Once a part of the Murray-McDonald compound — one of Southampton Village’s largest estates of yesteryear — this particular cottage dates back to 1972, built on 1 acre of land that has always been highly coveted, bought and sold by several notable names, including the late head of Standard Oil, Henry Rogers, and former president and CEO of Atari, Raymond Kassar.
The original 1920s compound spanned 250 shorefront acres from Southampton to Water Mill, home to Murray/McDonnell/Cuddihy clan. The families were close, but legend has it that Squabble Lane — the road separating two factions of the group — got its name from the notorious infighting between them.
Patriarch Thomas Murray was father to family’s eight children, and considered one of the most prolific inventors of his time, with 1,100 patents to his name — second only to his friend and former colleague Thomas Edison. They rose to prominence in the time leading up to the undisputed wedding of the century, when Murray’s granddaughter, Anne McDonnell, married Henry Ford II at the Sacred Heart Church in Southampton in 1940 — a happy day that is said to have officially put the village on the map, following a decade of hardship in the wake of the Great Depression.
“The history of this setting is the charm and appeal of the location,” Mr.
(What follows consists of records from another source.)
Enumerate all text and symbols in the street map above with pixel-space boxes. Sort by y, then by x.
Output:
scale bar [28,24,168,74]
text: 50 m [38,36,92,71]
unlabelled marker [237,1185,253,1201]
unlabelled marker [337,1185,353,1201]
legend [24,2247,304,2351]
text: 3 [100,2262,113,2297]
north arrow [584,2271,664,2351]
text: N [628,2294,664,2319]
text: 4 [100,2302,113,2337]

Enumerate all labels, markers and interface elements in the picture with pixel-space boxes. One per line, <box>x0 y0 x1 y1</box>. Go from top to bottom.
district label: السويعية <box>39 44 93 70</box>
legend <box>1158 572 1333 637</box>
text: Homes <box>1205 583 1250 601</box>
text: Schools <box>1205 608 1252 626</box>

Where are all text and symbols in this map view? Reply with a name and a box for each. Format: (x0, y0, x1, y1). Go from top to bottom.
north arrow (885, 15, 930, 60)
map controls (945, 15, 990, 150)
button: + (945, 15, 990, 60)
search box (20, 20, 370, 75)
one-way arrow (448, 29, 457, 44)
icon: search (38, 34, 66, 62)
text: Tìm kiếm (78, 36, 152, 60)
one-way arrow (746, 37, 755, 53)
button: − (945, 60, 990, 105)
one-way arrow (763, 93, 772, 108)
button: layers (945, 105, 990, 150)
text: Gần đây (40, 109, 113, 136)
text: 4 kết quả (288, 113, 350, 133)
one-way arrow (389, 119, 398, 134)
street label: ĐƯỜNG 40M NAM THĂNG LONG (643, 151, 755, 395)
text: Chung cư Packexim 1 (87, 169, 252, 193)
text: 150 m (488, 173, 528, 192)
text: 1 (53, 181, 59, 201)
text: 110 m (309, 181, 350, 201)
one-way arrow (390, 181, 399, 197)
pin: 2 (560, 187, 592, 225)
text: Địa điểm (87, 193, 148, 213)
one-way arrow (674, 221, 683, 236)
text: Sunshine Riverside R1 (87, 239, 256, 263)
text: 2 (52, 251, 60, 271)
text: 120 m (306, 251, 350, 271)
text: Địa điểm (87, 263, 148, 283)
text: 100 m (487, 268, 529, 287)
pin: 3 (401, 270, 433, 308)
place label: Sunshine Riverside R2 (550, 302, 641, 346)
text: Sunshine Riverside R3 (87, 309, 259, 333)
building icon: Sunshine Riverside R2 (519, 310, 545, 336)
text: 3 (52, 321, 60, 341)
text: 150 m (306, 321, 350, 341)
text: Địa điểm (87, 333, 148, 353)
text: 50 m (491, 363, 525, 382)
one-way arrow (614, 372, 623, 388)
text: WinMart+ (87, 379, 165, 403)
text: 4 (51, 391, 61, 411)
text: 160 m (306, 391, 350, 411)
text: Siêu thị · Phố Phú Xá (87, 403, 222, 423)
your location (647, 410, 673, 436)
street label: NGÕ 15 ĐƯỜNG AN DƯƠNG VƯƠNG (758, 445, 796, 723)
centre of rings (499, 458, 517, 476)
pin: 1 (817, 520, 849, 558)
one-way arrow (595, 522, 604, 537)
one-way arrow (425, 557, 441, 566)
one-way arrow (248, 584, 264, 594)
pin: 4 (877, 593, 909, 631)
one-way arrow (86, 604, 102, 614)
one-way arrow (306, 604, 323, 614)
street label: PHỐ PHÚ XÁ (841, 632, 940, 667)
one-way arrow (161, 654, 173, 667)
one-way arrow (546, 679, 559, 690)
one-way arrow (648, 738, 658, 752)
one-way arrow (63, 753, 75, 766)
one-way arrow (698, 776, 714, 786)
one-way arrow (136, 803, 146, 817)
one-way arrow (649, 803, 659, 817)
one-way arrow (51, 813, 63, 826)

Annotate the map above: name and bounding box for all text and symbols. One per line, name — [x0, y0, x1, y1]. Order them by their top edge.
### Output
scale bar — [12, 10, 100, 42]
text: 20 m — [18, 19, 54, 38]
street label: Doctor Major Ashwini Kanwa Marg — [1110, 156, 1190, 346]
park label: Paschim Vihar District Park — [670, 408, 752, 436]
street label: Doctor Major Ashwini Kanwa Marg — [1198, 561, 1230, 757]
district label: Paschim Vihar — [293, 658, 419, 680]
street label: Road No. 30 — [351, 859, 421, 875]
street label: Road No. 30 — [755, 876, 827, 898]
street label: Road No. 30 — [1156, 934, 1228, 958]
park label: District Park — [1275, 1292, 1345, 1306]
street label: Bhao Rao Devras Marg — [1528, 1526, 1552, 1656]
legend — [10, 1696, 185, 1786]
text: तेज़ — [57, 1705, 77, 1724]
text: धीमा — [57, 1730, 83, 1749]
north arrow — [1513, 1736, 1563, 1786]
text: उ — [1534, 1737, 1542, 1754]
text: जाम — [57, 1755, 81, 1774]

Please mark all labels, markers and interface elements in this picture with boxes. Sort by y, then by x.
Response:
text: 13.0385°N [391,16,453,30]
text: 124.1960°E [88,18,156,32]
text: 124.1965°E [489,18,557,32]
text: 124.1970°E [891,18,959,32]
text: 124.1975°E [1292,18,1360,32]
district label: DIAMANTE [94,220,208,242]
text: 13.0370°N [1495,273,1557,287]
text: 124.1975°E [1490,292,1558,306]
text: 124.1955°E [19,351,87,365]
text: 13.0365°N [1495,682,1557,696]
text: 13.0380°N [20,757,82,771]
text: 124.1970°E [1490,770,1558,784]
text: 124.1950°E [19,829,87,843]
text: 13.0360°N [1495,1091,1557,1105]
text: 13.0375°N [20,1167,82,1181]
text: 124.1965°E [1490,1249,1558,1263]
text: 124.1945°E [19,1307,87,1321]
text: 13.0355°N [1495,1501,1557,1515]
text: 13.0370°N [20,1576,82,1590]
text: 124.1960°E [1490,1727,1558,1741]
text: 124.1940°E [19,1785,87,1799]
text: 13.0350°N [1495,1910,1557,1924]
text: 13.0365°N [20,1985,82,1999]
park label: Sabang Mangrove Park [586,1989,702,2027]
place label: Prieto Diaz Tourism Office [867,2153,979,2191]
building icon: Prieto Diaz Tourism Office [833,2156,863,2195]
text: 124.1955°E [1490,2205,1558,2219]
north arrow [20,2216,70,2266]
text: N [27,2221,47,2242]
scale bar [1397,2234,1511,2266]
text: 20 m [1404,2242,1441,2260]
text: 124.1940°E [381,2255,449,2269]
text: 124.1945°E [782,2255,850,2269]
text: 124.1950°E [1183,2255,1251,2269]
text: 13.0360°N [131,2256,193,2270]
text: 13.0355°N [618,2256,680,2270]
Davis said, “and then the real value in the location is the proximity to the ocean, and the private access to the ocean that only a handful of homes share in this beautiful enclave.”
Built like a true Nantucket beach cottage, the single-story, 1,600-square-foot home opens to a parlor, a gathering area with a fireplace, a sunlit living room with vaulted ceilings, a galley kitchen, four bedrooms and three baths, including a master suite and a separate studio with private access, and an attached garage.
Hidden behind tall privet hedges, the land can accommodate a 6,700-square-foot home — “It’s not a mega McMansion, but it should shape into a beautiful summer home — as well as a pool and pool house.
“This owner never installed a pool because the family’s always been ocean swimmers. For them, it was never even thought of,” Mr. Davis said. “This goes back to the era when people didn’t have pools on the ocean, because the ocean was their swimming pool. That’s just the mentality of the time.”
Regardless of the era or the home that sits on this property, it is the kind of place where “you want to have the windows open because you hear the ocean every night, or all day; it’s that close,” Mr. Davis said.
“It’s hundreds of feet away, though far enough back that you feel like you’re protected,” he said. “There’s not been a piece of vacant land in this location, this close to the ocean, to come on the market for sale in probably 25 years. It’s the kind of location that once you own something, you never want to let go. It’s that unique, it’s that precious.”